ケイラックがレイラですら大量に食べるのを知らないのは無理なかった。普段は司令官と副司令官では食事の時間をずらして食べていた。
「はぁ…やっぱりマリーの料理がいいね。」
食事も終えてお茶を飲みながらエルドが言う。
「味もそうだけど、ここまでの量ってマリーの料理じゃ食べないからね。」
モイラが同意する。それを聞いてデザート代わりにオレシアをレイラと分け合って食べていたマリーが口を開く。
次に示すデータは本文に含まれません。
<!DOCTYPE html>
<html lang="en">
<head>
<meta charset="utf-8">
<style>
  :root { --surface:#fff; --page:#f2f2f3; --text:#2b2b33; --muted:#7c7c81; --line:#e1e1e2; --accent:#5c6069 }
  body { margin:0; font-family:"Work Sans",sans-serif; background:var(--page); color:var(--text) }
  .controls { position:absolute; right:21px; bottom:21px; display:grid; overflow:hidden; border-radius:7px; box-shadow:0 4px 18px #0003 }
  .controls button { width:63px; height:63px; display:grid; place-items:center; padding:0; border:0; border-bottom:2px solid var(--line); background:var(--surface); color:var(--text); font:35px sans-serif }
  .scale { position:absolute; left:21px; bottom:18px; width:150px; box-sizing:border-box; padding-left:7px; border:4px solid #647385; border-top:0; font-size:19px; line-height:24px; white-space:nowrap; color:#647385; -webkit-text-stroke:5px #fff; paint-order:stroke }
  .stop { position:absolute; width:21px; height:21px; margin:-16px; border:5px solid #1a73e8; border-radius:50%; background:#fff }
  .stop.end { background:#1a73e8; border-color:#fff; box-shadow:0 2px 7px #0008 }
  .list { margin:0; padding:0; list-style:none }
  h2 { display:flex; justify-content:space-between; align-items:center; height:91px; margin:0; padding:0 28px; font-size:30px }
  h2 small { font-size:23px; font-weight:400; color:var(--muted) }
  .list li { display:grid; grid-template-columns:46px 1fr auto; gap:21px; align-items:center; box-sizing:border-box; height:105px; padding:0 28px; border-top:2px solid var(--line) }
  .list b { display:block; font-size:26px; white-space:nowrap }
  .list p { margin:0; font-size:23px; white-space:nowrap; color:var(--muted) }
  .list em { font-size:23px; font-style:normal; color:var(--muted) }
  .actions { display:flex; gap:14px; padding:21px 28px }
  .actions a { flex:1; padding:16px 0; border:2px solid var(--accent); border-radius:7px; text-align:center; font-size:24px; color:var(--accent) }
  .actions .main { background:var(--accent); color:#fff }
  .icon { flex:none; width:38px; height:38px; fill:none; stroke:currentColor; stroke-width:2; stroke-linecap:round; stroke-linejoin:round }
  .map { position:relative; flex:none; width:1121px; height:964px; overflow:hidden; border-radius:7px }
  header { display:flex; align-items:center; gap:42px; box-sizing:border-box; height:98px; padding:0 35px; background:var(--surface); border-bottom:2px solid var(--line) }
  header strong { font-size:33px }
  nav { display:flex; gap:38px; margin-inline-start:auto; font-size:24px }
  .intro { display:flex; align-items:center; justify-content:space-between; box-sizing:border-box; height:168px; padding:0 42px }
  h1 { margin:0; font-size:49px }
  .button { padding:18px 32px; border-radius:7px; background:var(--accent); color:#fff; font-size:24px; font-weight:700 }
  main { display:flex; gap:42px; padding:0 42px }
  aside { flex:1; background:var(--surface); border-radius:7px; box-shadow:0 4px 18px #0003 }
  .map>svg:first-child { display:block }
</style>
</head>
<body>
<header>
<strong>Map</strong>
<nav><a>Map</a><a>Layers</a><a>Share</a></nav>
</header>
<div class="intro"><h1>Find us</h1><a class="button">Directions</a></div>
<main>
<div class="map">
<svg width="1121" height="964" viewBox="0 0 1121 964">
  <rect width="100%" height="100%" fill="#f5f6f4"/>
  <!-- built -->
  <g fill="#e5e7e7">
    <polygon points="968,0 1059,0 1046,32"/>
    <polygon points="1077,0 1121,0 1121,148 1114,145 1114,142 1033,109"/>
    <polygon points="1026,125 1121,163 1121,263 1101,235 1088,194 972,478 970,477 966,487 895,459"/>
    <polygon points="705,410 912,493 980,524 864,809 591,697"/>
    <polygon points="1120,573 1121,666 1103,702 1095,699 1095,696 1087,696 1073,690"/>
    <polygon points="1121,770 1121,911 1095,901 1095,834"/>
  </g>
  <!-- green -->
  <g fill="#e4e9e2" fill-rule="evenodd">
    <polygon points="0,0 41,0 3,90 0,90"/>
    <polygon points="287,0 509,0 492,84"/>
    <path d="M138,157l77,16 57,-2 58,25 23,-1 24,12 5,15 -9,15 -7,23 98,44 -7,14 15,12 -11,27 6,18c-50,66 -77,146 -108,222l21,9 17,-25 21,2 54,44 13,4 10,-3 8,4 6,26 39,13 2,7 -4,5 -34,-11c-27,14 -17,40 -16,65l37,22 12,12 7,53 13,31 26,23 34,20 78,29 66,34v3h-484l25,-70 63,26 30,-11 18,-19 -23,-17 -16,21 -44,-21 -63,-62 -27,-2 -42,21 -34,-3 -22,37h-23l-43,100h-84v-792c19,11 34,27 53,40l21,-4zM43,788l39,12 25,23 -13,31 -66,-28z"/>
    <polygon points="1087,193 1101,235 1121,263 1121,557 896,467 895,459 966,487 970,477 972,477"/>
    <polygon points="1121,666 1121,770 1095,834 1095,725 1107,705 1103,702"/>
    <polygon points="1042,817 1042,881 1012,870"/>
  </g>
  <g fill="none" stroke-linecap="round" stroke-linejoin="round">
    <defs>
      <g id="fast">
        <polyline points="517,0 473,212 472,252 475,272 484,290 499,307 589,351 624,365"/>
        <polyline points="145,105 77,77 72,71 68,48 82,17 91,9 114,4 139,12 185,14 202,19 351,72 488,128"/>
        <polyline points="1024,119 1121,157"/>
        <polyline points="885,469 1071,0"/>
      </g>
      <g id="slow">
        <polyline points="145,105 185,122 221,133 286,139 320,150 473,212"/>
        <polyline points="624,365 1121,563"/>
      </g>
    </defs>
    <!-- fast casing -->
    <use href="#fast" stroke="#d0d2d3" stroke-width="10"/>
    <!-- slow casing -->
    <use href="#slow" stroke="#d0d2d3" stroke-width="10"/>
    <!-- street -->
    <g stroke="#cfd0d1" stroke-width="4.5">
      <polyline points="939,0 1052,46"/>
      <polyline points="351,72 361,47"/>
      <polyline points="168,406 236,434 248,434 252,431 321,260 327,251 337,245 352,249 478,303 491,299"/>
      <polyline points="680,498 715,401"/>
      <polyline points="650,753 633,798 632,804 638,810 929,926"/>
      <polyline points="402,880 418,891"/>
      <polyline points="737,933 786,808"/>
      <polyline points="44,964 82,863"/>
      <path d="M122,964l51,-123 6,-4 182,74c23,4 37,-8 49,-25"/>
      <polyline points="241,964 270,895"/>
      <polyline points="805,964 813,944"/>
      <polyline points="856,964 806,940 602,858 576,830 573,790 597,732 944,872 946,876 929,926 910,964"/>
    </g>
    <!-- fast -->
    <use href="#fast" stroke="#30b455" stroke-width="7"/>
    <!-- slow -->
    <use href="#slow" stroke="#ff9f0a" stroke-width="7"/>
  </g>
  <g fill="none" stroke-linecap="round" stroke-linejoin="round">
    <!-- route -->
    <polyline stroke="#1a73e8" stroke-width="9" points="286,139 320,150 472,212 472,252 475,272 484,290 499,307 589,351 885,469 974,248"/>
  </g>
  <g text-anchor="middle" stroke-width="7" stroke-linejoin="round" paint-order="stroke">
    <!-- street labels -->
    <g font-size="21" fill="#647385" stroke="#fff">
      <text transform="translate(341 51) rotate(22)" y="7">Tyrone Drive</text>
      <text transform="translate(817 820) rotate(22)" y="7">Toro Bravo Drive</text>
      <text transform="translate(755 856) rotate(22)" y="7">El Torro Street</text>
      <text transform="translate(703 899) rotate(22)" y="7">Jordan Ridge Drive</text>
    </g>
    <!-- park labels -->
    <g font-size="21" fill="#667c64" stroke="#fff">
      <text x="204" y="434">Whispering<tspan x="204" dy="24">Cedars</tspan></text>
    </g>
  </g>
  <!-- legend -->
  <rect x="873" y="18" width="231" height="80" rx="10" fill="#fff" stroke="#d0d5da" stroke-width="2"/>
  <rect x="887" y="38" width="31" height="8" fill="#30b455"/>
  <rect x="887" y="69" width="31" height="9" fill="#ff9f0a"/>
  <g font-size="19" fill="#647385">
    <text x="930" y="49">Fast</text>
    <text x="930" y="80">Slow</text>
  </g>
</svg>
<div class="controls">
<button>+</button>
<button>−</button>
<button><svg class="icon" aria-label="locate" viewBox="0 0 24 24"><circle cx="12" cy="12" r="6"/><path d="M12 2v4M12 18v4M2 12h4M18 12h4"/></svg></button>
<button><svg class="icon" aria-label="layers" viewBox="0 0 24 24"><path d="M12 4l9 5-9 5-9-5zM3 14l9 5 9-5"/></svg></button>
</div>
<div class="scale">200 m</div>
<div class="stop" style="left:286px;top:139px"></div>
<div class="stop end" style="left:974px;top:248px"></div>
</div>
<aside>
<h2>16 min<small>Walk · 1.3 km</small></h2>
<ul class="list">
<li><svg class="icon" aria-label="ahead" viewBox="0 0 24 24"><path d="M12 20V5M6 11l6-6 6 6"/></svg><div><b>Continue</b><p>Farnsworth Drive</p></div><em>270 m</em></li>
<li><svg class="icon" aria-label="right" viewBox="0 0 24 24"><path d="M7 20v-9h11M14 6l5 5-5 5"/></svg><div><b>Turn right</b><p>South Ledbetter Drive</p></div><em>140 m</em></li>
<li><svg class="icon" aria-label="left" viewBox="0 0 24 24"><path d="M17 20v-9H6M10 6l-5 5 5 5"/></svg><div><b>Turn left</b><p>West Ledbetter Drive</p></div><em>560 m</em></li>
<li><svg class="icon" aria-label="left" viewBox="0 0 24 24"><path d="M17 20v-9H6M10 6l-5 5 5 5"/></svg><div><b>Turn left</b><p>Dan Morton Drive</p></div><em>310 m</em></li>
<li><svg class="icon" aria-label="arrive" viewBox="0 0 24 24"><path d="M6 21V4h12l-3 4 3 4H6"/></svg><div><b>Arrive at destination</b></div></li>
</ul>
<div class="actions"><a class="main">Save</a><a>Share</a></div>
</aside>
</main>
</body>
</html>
「普段料理する時は私の魔力を込めてるからね。ちなみに外食の時もこっそりと。」
「へー、そんなこと出来たんだ。」
モイラが感心する。
「昔からの知恵だっておばあちゃんに教えてもらったの。そうじゃないと食費がいくらあっても足りなくなるからね。」
知らなかったな〜と、エルド、アル、ケイラックは声を揃えて言う。
「上流階級以上の出じゃあまり関係ないでしょうからね。」
マリーは飽きれたように言う。
「私は知ってましたよ。」
レイラがオレシアを食べながら言う。
「だからここに来て最初に料理人の視察をしたのですが、この砦に常時いる人数を考えると現実的ではないので伝えなかったんです。
量に関しては本国から予算が出てるからまあいいかと。」
レイラは更にオレシアを食べる。
それを聞いてあるは考え込む。この砦で一番予算がかかっているのが食事だ。味もさることながら量が必要になってくる。もしこれが抑えられるならと…
「ねぇマリー、その料理に魔力を込めるやつってお茶なんかにもやってた?」
「え?うん、やってたよ。」
それを聞いてエルドは頭を抱えた。
「だから味がいいのか…ミレニアになんて説明するかな…」
エルドも考え込んでしまった。その理由をマリーとモイラだけが理解していた。
「ま、今考えてもしょうがないか」
アルが手を叩きながら言う。
「まだまだ残務処理があるし仕事を再開しますか。エルド、手伝え。」
エルドは嫌そうな顔をしながらもアルのあとに着いていく。
「マリー先輩とモイラさんは私についてきてもらえますか?少し確認したいことがあるので。」
それを聞いてエルドがレイラを見る。
「素直に動いたからおかしいと思ったら、やっぱり私を当てにしてたわね。」
マリーが飽きれたように言う。
「アル、エルドの事こき使ってあげて。」
そう言ってマリーはレイラについて行った。
「えっと…頑張ってね。」
モイラもそう言って行ってしまう。
「と、言うわけだ。婚約者から許可が出たんだ、とことん付き合ってもらうぞ。」
アルはエルドの肩を叩いて司令官室に入っていく。
「あはは、大変だねぇ。」
ケイラックがエルドの背中を押して共に司令官室に入っていった。